When is the best time to buy travel insurance?
In many ways, booking travel insurance is like doing the dishes after a nice meal. It isn't particularly appealing—if most of us acted on impulse alone, we'd forego the task until much later, proceeding to flop on the couch and enter into a food coma—but it is highly, highly advisable. Just as leaving dirty dishes piled up will lead to a messy kitchen, leaving travel insurance entirely un-booked will usher in its own set of consequences.
Let's take a look at what those might be.
Losing out on time-sensitive benefits
Many insurers have strict rules regarding what they have dubbed as time-sensitive benefits.

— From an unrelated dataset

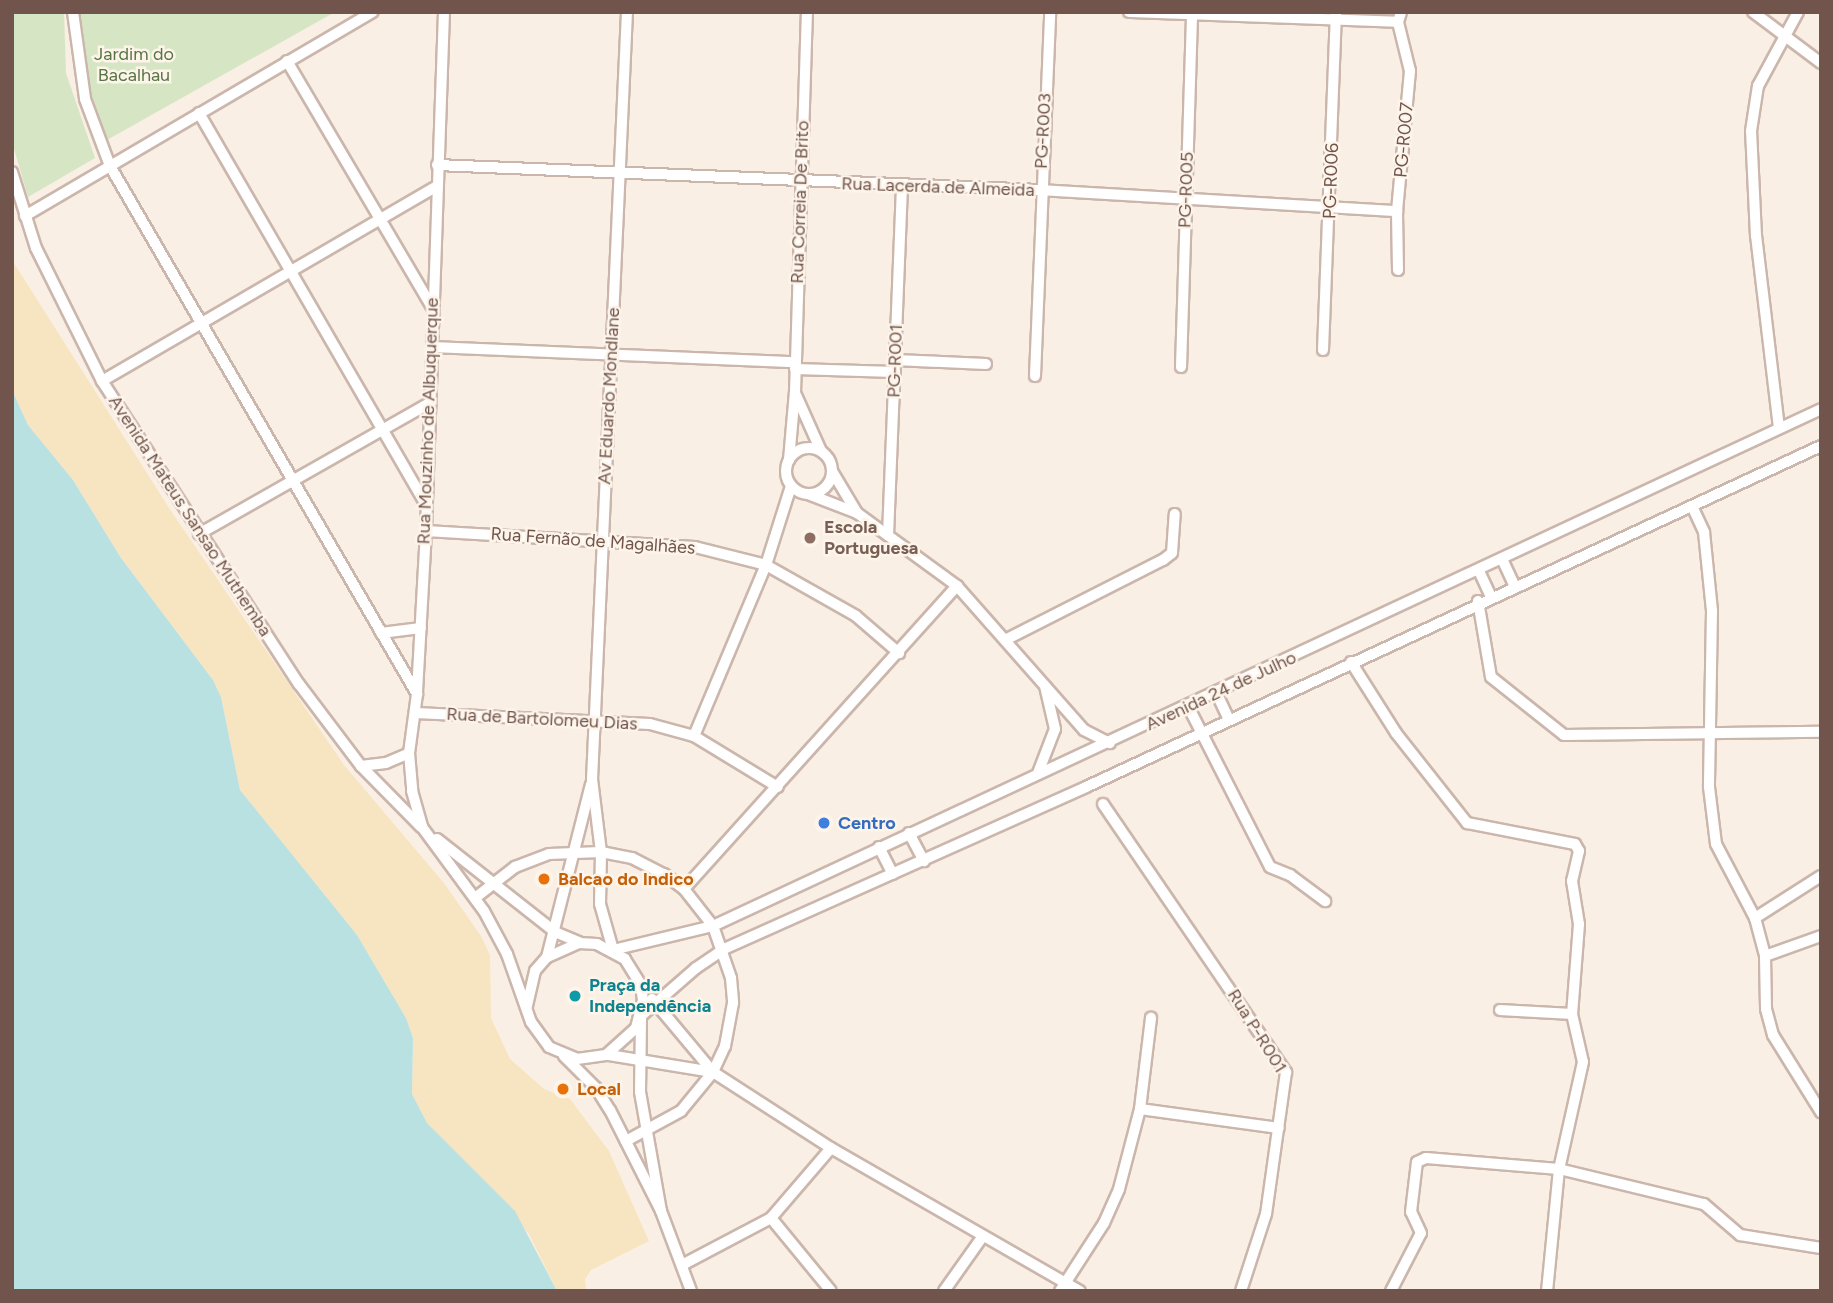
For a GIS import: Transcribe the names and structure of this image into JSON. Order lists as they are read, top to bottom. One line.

These are aspects of a travel insurance policy that will only be eligible for inclusion in the coverage if they are purchased very soon after the first booking payment for the trip is made.
The period during which they remain obtainable will differ by insurer. For most, the window of availability stays open for anywhere from 10-21 days.
One of the common benefits is the waiving of the pre-existing conditions exclusion. Since many travelers do have some sort of medical history that would fit into an insurer's definition of a pre-existing condition, this is a vital benefit to be aware of. Another one is the cancel for any reason clause. This allows policyholders to cancel their trip for literally any reason and still be able to be reimbursed as they would for one of the standard reasons for cancellation. With life being the unpredictable force that it is, this can really come in handy. There's also bankruptcy of supplier protection, which gives travelers a nice safety net in the event that one of the other parties involved in the booking fails to hold up its end of the deal because of financial issues.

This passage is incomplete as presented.